= Simpson Medal =

Australian rules football medal

The Simpson Medal is an individual prize awarded for Australian rules football in Western Australia. The medal has been donated by Dr Fred Simpson and family since 1945.

Simpson Medals are currently awarded to the following players:
- The best player on the ground in the West Australian Football League Grand Final (awarded annually since 1945), and
- the best Western Australian player on the ground in any interstate representative match contested by a West Australian Football League composite team (awarded annually since 1994).
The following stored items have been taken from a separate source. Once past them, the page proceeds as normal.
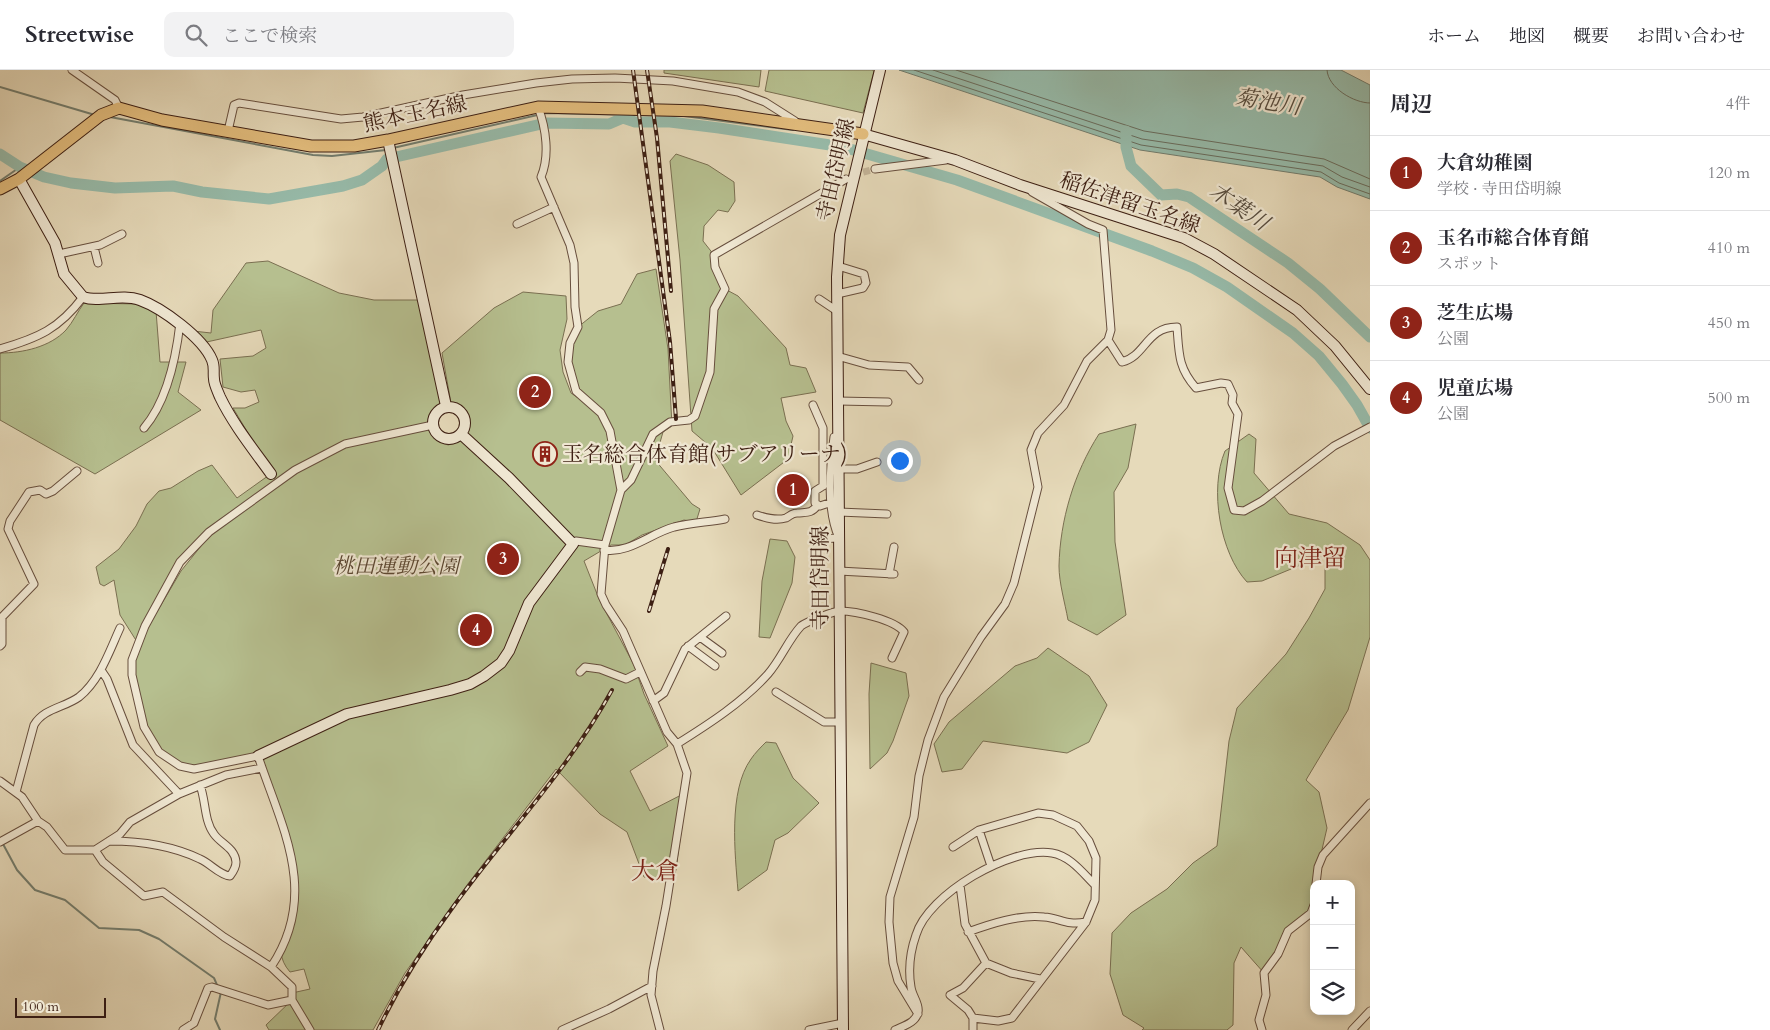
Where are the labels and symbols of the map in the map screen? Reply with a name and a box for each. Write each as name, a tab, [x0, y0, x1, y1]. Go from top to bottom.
water label: 菊池川	[1233, 82, 1305, 122]
street label: 熊本玉名線	[361, 89, 469, 139]
street label: 寺田岱明線	[810, 116, 862, 224]
street label: 稲佐津留玉名線	[1056, 165, 1204, 241]
water label: 木葉川	[1203, 176, 1276, 239]
pin: 2	[519, 373, 551, 411]
place label: 玉名総合体育館(サブアリーナ)	[562, 440, 848, 469]
building icon: 玉名総合体育館(サブアリーナ)	[532, 441, 558, 467]
your location	[887, 448, 913, 474]
pin: 1	[777, 471, 809, 509]
street label: 寺田岱明線	[806, 526, 835, 631]
pin: 3	[487, 540, 519, 578]
district label: 向津留	[1274, 542, 1346, 575]
park label: 桃田運動公園	[333, 552, 462, 581]
pin: 4	[460, 611, 492, 649]
district label: 大倉	[631, 855, 679, 888]
scale bar	[15, 995, 106, 1018]

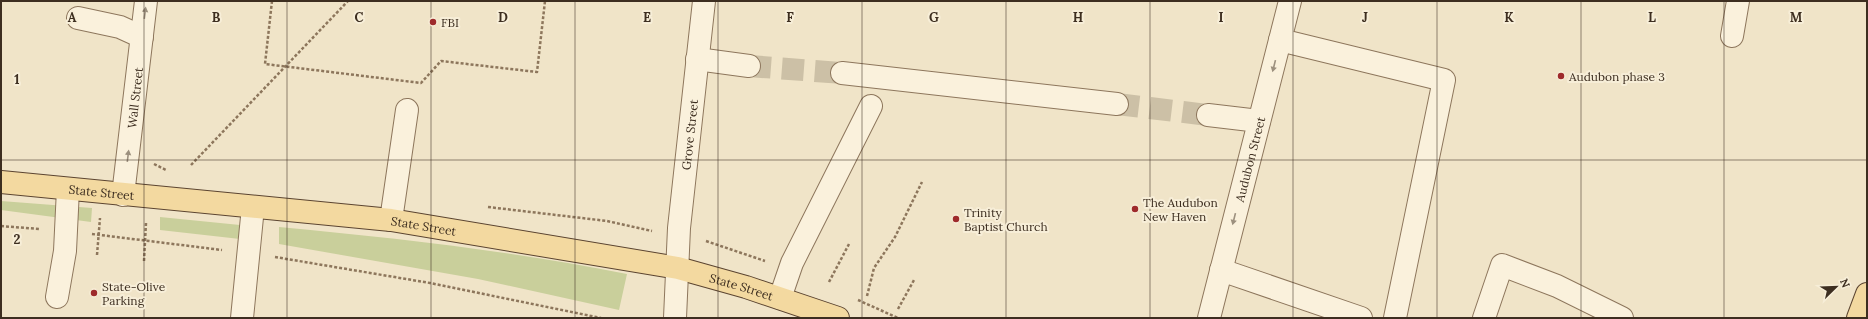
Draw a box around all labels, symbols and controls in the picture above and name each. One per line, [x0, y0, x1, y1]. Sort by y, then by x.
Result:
one-way arrow [141, 7, 148, 19]
text: A [68, 9, 77, 26]
text: B [212, 9, 221, 26]
text: C [355, 9, 364, 26]
text: D [498, 9, 508, 26]
text: E [643, 9, 651, 26]
text: F [786, 9, 794, 26]
text: G [929, 9, 939, 26]
text: H [1073, 9, 1083, 26]
text: I [1218, 9, 1224, 26]
text: J [1362, 9, 1368, 26]
text: K [1504, 9, 1514, 26]
text: L [1648, 9, 1656, 26]
text: M [1790, 9, 1803, 26]
place label: FBI [441, 15, 459, 30]
marker: FBI [428, 17, 438, 27]
one-way arrow [1271, 60, 1277, 72]
street label: Wall Street [123, 66, 146, 129]
place label: Audubon phase 3 [1568, 69, 1665, 84]
text: 1 [14, 71, 20, 88]
marker: Audubon phase 3 [1556, 71, 1566, 81]
street label: Grove Street [678, 98, 701, 171]
street label: Audubon Street [1231, 114, 1268, 204]
one-way arrow [124, 150, 131, 162]
street label: State Street [68, 181, 135, 202]
place label: The Audubon New Haven [1143, 195, 1218, 224]
marker: The Audubon New Haven [1130, 204, 1140, 214]
place label: Trinity Baptist Church [964, 205, 1048, 234]
street label: State Street [390, 213, 458, 238]
one-way arrow [1231, 213, 1237, 225]
marker: Trinity Baptist Church [951, 214, 961, 224]
text: 2 [14, 231, 21, 248]
north arrow [1816, 267, 1856, 307]
street label: State Street [708, 270, 776, 303]
text: N [1837, 276, 1854, 290]
place label: State-Olive Parking [102, 279, 166, 308]
marker: State-Olive Parking [89, 288, 99, 298]

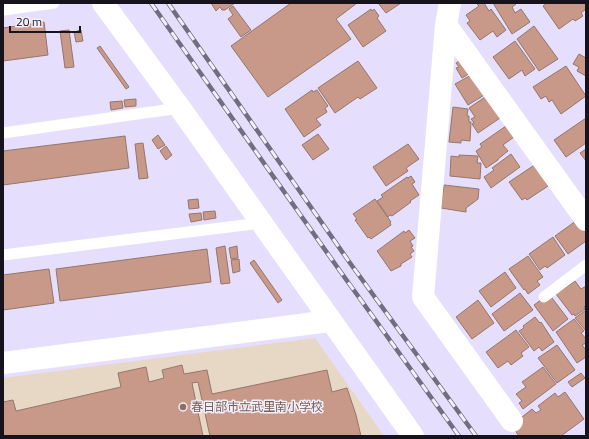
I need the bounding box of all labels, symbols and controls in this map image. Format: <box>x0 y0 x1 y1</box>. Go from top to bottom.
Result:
scale bar <box>10 8 80 34</box>
text: 20 m <box>16 12 42 31</box>
place label: 春日部市立武里南小学校 <box>191 397 323 416</box>
marker: 春日部市立武里南小学校 <box>178 402 188 412</box>

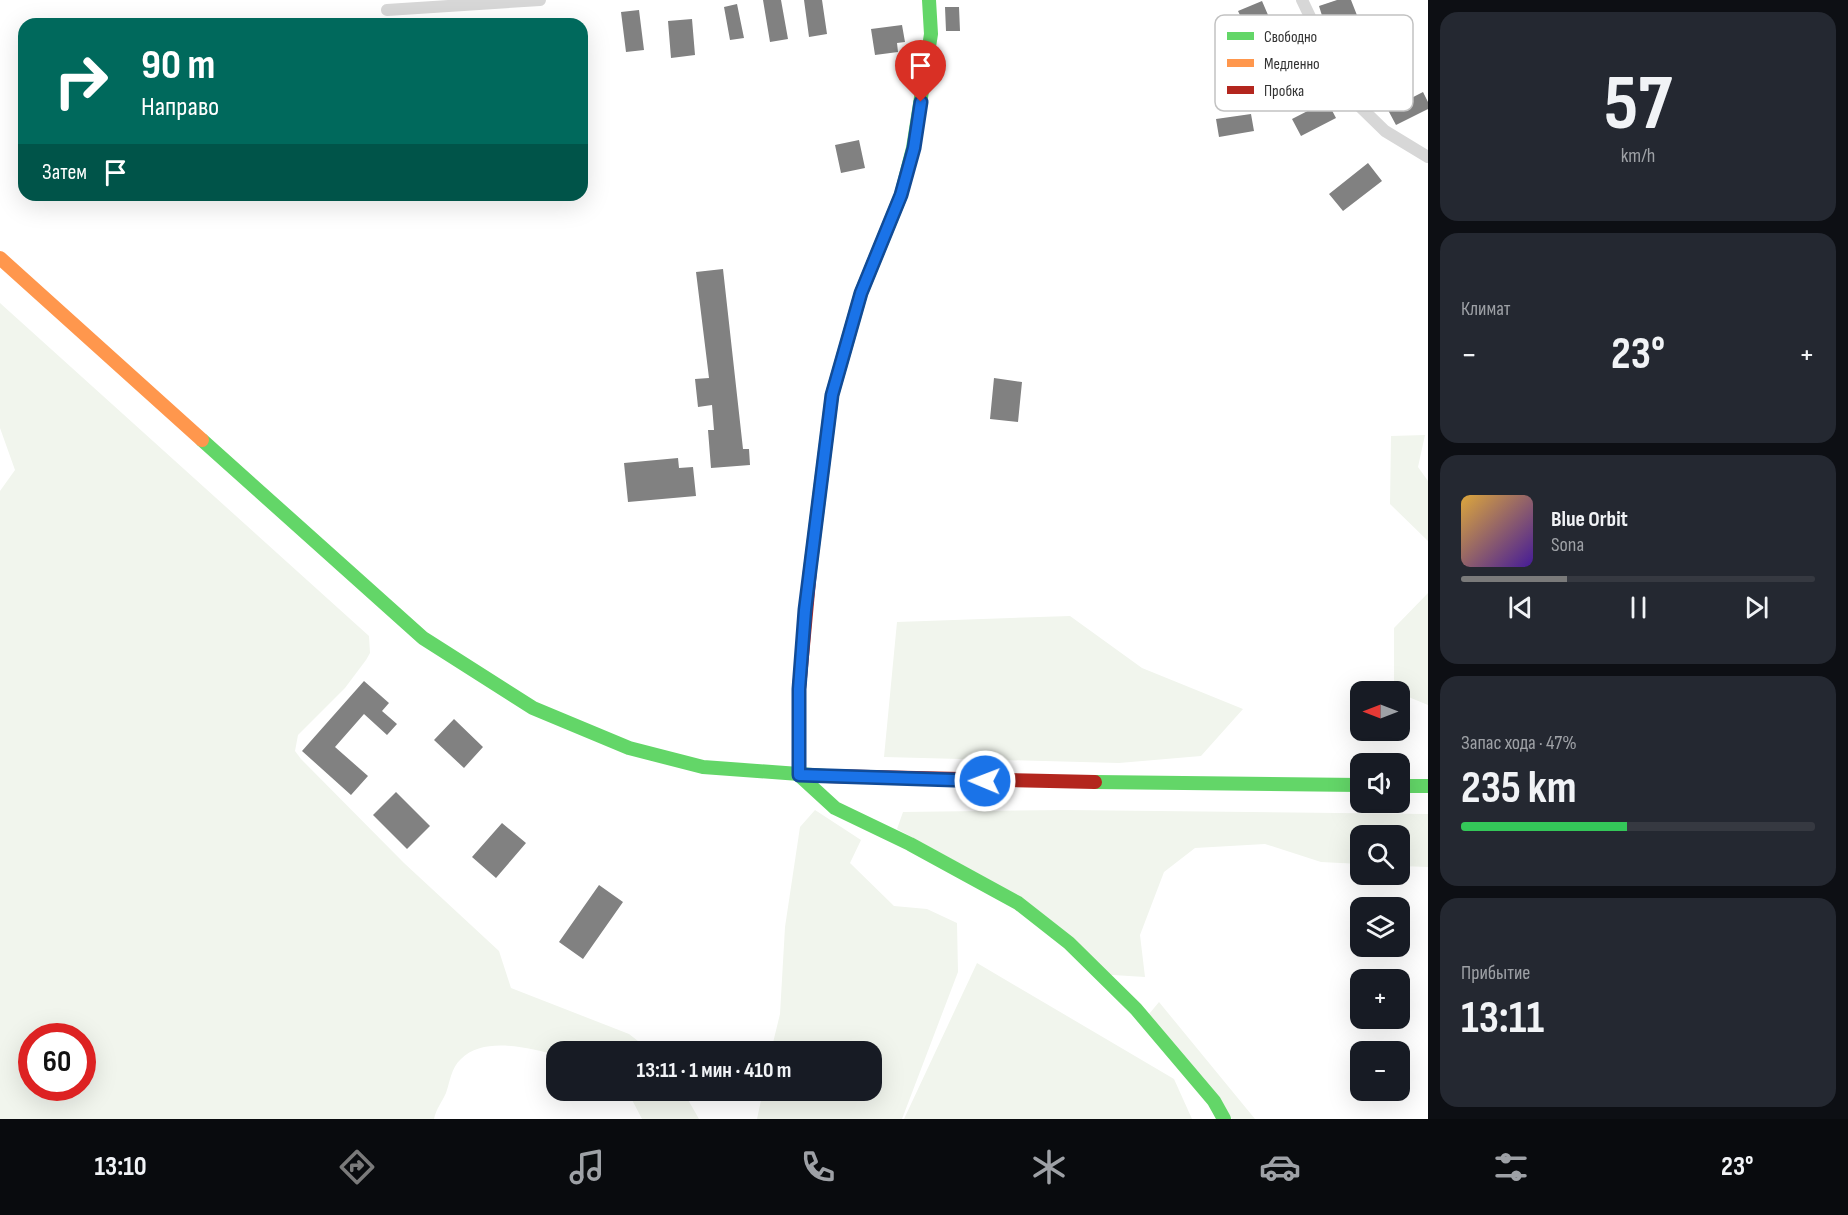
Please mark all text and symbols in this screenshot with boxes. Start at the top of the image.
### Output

Simpson Medals have also been awarded under other criteria in interstate football throughout history:
- To the best player on the ground from either team in any stand-alone interstate representative match played in Western Australia from 1948 until 1993, including State of Origin matches from 1977 until 1993 (this did not include National Carnival matches),
- to the best Western Australian player across a tournament of interstate representative matches involving Western Australia (this included National Carnivals from 1950 until 1979, the 1988 Bicentennial Carnival, and Western Australia's 1964 interstate tour), and
- to the best player on the ground in club exhibition matches between a Western Australian club and an interstate club (in 1946 and 1947 only).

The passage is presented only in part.